|
Hello,
as subject, it seems that it does not removes whitespacesfrom the html file or to be more precise it removes only white spaces between the tags but not inside the tag!
Can you make it so it removes also the white spaces inside tags?
thank you
|
|
|
|
|
|
Dear Sir,
Thank you very much for shearing this kind of project. Can I get any algorithm about this or any idea how it works.
Hope you will help me.
Thanking You
Hasibul
|
|
|
|
|
just wanted to say this is the most useful piece of code I have found on the web recently. and brilliantly written too!
|
|
|
|
|
This is real programming. You've made an awesome tool that anyone would be well served to add to their kit!
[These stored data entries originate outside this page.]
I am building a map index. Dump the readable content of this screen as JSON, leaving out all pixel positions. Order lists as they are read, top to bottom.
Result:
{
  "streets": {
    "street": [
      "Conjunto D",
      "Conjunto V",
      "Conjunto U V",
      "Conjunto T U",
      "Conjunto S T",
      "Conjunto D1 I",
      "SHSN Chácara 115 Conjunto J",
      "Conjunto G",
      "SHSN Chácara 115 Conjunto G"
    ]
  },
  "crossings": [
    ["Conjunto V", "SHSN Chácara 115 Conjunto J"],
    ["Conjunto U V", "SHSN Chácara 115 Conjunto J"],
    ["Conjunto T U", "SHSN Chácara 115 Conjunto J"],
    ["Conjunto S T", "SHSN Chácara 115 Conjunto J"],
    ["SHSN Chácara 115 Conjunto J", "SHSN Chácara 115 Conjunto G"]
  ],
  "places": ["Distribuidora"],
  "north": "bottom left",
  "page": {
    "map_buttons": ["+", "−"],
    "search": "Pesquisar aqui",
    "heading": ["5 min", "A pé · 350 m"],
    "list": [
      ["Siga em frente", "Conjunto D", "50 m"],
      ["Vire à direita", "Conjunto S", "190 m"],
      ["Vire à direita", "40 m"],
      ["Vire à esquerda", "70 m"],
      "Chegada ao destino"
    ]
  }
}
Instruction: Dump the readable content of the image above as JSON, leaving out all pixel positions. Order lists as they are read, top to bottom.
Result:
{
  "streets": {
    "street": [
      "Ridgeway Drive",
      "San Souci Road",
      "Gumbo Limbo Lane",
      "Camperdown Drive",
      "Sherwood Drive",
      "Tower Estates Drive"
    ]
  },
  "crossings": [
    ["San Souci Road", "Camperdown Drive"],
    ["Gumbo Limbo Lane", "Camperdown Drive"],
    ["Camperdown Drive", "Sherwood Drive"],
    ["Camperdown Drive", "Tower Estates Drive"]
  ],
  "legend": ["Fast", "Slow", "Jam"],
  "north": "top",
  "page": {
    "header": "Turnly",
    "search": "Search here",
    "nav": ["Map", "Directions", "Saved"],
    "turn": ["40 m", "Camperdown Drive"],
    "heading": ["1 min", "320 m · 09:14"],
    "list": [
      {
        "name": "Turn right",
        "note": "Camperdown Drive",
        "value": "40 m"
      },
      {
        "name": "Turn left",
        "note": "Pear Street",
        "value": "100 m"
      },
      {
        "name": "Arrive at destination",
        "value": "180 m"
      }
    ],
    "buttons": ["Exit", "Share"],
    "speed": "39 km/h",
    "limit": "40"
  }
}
Congratulations, and thank you for sharing this!
"A strike line of programmers? That'd be reeeeal hard to break."
-my old, anti-union boss
|
|
|
|
|
In version 1.4 all XHTML tags are lowercase, however all attributes are also lowercased, including the HREF attribute of the A tag. This shouldn't be done because URL's and querystrings are casesensitive, for instance YouTube URL's.
I changed this in HTMLattribute.cs in the XHTML property, so that HREF attributevalues aren't lowercased.
Just to let you know.
|
|
|
|
|
I cannot select for a node it's attributes... Is this a missing feature or I just didn't see it??
thanks for this great parser.
|
|
|
|
|
since you're a recent user maybe you could show me a simple example of how to make this work ??
|
|
|
|
|
I have a document that starts with a comment and doctype :
<!-- #BeginTemplate "/Templates/manual-scriptref-page.dwt" --><!DOCTYPE html PUBLIC "-//W3C//DTD XHTML 1.0 Transitional//EN" "http://www.w3.org/TR/xhtml1/DTD/xhtml1-transitional.dtd"><br />
<html xmlns="http://www.w3.org/1999/xhtml"><br />
<body>bla</body><br />
</html><!-- #EndTemplate -->
The parser breaks... renders 3 roots: the html tag as a text element, then the head and body.
After a few trials, turns out a doc starting with a comment gets parsed ok, but starting with a doctype doesn't.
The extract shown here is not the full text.